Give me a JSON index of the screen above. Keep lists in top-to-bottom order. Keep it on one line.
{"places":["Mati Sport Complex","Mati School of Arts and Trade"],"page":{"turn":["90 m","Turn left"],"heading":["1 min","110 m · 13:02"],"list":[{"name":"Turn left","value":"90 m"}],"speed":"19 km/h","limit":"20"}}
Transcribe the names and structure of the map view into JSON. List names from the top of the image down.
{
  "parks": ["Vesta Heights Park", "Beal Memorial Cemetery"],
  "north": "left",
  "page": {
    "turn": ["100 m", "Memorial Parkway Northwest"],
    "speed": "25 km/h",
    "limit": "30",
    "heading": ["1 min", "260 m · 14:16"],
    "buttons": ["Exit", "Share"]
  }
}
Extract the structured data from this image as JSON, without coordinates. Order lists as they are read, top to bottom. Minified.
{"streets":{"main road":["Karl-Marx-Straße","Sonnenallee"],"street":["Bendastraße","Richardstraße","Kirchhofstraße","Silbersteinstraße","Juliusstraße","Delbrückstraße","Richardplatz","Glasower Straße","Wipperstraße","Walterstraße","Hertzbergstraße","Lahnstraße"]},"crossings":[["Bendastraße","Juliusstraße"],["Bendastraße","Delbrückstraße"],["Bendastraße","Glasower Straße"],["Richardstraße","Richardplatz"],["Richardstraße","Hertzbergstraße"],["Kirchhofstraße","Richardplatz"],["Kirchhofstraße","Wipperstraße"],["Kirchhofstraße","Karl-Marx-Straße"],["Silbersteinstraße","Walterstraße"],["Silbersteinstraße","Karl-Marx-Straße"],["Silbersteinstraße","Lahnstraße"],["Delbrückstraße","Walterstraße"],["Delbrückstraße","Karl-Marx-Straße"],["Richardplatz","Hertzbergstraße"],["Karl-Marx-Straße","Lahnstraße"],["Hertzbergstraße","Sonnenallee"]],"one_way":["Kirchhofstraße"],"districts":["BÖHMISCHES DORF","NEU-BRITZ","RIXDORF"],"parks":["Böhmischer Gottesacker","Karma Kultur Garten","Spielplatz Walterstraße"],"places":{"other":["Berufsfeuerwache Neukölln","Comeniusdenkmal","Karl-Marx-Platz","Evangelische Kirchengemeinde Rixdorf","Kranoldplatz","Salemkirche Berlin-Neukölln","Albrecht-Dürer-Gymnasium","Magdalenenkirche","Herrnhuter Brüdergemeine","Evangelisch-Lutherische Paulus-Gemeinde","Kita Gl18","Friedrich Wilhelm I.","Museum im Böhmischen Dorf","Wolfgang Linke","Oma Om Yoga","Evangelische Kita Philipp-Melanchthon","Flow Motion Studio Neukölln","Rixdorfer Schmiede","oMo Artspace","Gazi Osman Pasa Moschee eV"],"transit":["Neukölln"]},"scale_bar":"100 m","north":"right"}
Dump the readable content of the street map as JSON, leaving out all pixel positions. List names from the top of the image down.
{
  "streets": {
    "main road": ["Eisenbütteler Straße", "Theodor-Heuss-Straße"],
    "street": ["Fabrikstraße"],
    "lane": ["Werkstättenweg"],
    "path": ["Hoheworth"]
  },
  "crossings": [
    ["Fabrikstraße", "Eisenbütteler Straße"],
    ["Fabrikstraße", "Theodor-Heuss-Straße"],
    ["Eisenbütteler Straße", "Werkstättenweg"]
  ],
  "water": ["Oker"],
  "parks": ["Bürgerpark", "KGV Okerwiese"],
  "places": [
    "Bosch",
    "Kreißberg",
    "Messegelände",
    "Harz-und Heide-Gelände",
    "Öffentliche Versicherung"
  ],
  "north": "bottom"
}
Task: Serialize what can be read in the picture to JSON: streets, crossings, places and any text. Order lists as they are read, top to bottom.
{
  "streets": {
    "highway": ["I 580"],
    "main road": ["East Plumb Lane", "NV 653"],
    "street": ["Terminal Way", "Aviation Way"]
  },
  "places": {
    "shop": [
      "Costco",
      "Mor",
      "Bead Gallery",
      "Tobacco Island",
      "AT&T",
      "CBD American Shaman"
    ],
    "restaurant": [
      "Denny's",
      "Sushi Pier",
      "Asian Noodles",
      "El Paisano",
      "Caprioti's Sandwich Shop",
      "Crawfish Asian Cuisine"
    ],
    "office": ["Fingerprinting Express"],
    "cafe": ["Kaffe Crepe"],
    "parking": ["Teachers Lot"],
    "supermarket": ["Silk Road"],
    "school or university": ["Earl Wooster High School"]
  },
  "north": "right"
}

WORK TASK:
Which lines of the records contain the word "Fabrikstraße"? Copy each of them.

TASK RESPONSE:
    "street": ["Fabrikstraße"],
    ["Fabrikstraße", "Eisenbütteler Straße"],
    ["Fabrikstraße", "Theodor-Heuss-Straße"],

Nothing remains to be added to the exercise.